Der XClarity Controller stellt die Kommunikation mit dem Schlüsselverwaltungsserver her, wenn die folgenden Bedingungen erfüllt sind:
  • Ein oder mehrere Hostnamen/IP-Adressen des Schlüsselverwaltungsservers sind im XClarity Controller konfiguriert.
  • Zwei Zertifikate (Client und Server) sind für die Kommunikation mit dem Schlüsselverwaltungsserver im XClarity Controller installiert.
Anmerkung
Konfigurieren Sie mindestens zwei (einen primären und einen sekundären) Schlüsselverwaltungsserver mit demselben Protokoll für Ihre Einheit.

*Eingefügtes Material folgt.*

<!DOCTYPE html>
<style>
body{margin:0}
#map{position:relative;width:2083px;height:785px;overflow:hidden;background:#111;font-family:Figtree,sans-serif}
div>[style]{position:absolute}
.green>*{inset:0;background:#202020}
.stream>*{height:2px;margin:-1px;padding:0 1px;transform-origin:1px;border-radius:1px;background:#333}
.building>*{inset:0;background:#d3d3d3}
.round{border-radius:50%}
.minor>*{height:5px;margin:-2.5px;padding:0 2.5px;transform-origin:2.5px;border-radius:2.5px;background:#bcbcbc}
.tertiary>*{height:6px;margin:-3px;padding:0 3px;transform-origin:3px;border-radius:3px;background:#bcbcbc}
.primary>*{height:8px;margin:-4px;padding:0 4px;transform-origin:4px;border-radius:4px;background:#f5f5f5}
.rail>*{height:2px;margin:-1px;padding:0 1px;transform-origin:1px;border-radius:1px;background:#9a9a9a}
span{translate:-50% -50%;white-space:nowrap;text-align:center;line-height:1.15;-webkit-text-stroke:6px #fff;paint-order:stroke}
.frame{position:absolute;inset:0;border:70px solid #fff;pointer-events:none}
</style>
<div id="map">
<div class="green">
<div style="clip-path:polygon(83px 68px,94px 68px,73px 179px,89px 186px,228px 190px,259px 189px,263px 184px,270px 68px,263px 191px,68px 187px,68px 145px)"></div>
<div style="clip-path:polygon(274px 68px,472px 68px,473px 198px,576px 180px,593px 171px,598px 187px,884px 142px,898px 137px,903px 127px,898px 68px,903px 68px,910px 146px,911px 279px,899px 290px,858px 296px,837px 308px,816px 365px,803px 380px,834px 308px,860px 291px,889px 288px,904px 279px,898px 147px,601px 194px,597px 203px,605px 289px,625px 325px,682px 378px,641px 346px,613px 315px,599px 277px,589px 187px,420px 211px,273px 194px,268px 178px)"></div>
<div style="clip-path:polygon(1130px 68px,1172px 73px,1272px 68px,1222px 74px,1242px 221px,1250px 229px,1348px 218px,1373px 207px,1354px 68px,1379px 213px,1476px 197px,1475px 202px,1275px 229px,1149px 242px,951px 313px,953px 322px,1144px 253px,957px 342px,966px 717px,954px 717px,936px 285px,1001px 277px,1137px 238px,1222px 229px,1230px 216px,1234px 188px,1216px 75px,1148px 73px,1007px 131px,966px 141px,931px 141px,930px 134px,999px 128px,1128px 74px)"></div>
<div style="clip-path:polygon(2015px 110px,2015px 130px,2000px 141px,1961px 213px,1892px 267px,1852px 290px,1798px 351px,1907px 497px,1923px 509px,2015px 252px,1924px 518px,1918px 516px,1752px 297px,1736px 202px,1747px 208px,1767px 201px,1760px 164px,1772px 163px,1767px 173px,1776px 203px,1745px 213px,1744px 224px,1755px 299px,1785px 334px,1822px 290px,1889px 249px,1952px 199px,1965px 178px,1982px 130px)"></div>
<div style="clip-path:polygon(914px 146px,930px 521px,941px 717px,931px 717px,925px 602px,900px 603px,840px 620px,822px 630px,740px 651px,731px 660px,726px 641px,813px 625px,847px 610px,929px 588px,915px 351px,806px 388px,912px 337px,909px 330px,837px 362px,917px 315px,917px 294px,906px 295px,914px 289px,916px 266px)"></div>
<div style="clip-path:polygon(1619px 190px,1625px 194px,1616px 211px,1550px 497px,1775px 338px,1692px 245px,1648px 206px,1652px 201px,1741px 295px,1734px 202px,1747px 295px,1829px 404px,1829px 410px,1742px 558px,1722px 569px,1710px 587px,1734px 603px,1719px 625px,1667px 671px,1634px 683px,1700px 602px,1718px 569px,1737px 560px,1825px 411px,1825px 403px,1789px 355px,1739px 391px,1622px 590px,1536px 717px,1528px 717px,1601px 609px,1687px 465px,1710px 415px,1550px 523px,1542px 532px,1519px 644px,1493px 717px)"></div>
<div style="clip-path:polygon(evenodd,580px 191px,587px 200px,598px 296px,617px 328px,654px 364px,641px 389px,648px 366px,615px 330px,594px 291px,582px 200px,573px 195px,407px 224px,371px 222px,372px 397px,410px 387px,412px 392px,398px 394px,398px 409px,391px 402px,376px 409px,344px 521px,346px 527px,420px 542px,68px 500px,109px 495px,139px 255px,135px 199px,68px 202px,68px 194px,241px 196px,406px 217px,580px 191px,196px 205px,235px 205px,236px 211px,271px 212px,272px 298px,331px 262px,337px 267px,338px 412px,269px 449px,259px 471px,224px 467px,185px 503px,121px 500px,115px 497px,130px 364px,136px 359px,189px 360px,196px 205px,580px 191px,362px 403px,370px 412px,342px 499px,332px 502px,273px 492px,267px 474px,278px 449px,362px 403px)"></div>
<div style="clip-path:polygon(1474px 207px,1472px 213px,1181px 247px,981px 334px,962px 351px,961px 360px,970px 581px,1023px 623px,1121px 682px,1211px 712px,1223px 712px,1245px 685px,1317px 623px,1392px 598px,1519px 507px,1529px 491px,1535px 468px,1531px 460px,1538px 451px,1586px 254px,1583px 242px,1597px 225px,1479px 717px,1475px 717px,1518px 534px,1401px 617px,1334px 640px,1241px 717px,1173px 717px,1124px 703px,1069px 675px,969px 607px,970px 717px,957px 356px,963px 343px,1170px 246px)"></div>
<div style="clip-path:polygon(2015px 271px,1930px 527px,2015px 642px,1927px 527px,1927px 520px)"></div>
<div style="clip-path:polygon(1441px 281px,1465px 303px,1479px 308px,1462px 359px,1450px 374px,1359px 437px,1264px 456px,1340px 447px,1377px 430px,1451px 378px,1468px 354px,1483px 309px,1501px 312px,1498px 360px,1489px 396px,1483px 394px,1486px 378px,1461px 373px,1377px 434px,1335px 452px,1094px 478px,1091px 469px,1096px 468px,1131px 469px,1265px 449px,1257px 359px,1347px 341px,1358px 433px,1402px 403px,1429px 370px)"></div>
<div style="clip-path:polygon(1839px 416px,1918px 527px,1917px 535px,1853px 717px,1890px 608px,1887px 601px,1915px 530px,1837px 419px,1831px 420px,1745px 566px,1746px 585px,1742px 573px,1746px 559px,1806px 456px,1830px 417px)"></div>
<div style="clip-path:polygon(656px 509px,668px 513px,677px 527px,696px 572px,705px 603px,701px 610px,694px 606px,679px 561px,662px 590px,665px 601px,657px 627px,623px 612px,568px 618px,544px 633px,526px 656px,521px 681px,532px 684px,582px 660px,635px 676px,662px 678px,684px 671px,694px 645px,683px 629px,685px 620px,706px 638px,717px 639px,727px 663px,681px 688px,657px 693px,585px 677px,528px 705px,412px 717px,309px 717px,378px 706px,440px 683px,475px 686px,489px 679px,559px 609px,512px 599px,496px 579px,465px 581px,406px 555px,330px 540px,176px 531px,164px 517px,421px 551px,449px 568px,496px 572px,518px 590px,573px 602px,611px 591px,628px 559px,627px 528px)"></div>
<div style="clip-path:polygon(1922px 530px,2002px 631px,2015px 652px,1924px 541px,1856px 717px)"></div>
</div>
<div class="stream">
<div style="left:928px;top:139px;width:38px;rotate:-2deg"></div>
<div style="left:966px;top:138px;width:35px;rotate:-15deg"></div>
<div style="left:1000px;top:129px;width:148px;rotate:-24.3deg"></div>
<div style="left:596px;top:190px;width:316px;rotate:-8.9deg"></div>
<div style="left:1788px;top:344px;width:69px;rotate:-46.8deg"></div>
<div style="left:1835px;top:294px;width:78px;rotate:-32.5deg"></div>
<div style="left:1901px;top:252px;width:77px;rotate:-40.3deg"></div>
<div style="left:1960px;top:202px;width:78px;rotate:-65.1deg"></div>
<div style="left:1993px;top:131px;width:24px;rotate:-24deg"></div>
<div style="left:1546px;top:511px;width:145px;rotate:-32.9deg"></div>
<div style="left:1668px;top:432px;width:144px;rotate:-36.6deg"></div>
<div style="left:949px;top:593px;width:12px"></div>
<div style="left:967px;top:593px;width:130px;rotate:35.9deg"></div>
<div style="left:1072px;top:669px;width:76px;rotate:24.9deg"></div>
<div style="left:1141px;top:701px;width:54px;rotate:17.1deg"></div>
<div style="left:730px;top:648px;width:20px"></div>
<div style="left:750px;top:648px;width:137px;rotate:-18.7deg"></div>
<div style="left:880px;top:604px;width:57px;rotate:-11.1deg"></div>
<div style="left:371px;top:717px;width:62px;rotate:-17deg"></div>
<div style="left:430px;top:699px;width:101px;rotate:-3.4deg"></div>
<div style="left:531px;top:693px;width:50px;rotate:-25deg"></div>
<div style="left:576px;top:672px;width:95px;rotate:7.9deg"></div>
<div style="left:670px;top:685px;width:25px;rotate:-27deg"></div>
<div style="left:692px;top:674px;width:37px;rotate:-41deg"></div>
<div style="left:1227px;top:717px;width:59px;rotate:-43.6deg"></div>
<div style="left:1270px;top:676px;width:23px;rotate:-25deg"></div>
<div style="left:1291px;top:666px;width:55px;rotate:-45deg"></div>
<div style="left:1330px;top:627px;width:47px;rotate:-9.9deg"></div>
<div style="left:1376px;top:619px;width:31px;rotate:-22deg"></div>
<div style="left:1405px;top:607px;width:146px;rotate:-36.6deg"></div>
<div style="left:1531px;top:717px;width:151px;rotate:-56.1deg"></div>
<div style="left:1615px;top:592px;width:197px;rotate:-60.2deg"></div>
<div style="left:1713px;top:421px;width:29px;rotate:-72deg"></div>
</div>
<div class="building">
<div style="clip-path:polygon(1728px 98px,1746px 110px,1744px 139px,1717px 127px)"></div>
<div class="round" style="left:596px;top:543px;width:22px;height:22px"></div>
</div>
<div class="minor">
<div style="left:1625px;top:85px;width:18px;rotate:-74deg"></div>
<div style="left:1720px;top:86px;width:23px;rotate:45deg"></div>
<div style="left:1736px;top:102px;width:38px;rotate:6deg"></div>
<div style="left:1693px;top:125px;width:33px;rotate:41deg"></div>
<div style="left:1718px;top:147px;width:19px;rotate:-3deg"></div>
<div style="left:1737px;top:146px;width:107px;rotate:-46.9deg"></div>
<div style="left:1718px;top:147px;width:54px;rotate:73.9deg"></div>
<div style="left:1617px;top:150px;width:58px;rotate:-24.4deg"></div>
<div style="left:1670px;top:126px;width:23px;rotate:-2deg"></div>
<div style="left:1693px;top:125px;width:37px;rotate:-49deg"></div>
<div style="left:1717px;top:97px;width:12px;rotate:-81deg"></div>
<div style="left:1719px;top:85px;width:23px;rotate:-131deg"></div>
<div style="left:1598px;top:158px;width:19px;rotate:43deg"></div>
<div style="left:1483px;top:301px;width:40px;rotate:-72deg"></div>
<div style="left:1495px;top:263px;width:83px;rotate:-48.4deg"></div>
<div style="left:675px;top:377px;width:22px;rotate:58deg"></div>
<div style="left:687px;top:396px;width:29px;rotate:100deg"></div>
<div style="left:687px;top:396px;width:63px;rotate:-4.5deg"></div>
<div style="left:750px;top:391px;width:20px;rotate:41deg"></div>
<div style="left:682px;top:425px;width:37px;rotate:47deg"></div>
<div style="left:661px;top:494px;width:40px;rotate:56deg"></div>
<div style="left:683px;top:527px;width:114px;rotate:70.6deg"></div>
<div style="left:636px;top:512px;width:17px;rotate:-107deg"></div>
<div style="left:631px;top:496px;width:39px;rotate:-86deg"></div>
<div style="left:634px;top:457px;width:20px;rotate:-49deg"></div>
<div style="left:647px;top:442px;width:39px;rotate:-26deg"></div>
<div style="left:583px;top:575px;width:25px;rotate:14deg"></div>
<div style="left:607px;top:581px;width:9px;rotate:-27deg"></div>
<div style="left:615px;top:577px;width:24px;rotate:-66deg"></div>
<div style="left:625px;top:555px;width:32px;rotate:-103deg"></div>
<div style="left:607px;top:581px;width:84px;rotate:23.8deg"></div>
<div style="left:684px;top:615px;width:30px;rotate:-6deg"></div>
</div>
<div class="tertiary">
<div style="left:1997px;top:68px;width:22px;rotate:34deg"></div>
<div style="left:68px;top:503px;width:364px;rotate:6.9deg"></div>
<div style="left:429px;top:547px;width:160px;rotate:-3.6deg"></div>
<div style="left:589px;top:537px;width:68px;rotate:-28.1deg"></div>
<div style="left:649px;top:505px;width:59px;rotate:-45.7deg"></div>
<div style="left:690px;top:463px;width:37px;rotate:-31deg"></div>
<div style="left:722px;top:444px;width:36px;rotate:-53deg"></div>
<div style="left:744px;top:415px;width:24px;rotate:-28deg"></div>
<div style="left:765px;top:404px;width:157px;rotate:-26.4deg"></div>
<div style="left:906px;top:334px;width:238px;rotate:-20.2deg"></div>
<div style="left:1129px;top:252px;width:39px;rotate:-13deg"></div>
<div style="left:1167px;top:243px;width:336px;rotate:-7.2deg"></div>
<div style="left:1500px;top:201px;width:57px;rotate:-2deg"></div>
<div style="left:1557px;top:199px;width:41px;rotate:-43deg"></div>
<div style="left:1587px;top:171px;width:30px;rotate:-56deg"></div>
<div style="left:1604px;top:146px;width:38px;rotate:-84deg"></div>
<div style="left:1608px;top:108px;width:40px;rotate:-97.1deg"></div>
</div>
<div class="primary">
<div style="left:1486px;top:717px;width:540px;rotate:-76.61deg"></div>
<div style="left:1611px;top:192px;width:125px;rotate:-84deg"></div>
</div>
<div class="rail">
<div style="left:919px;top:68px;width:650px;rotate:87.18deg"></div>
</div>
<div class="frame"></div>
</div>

Wenn der primäre Schlüsselverwaltungsserver nicht auf den Verbindungsversuch von XClarity Controller reagiert, werden Verbindungsversuche mit den zusätzlichen Schlüsselverwaltungsservern eingeleitet, bis eine erfolgreiche Verbindung hergestellt werden kann.

Zwischen XClarity Controller und Schlüsselverwaltungsserver muss eine TLS-Verbindung (Transport Layer Security) hergestellt werden. Der XClarity Controller authentifiziert den Schlüsselverwaltungsserver, indem er das Serverzertifikat, das über den Schlüsselverwaltungsserver übermittelt wurde, mit dem Schlüsselverwaltungsserverzertifikat vergleicht, das zuvor in den Truststore von XClarity Controller importiert wurde. Der Schlüsselverwaltungsserver authentifiziert jeden XClarity Controller, der mit ihm kommuniziert, und überprüft, ob der XClarity Controller auf den Schlüsselverwaltungsserver zugreifen darf. Diese Authentifizierung erfolgt durch Vergleichen des Clientzertifikats, das vom XClarity Controller übermittelt wird, mit einer Liste von vertrauenswürdigen Zertifikaten, die auf dem Schlüsselverwaltungsserver gespeichert sind.

Es wird eine Verbindung mit mindestens einem Schlüsselverwaltungsserver hergestellt; die Einheitengruppe gilt als optional. Das Schlüsselverwaltungsserverzertifikat muss importiert und das Clientzertifikat angegeben werden. Standardmäßig wird das HTTPS-Zertifikat verwendet. Wenn Sie es ersetzen möchten, können Sie ein neues generieren.

Anmerkung
Für die Verbindung mit dem KMIP-Server (KeySecure und CipherTrust) muss eine Zertifikatssignieranforderung generiert werden und ihr allgemeiner Name muss mit dem im KMIP-Server definierten Benutzernamen übereinstimmen. Importieren Sie anschließend ein Zertifikat, das von der Zertifizierungsstelle signiert wurde, die vom KMIP-Server für die Zertifikatssignieranforderung als vertrauenswürdig eingestuft wurde.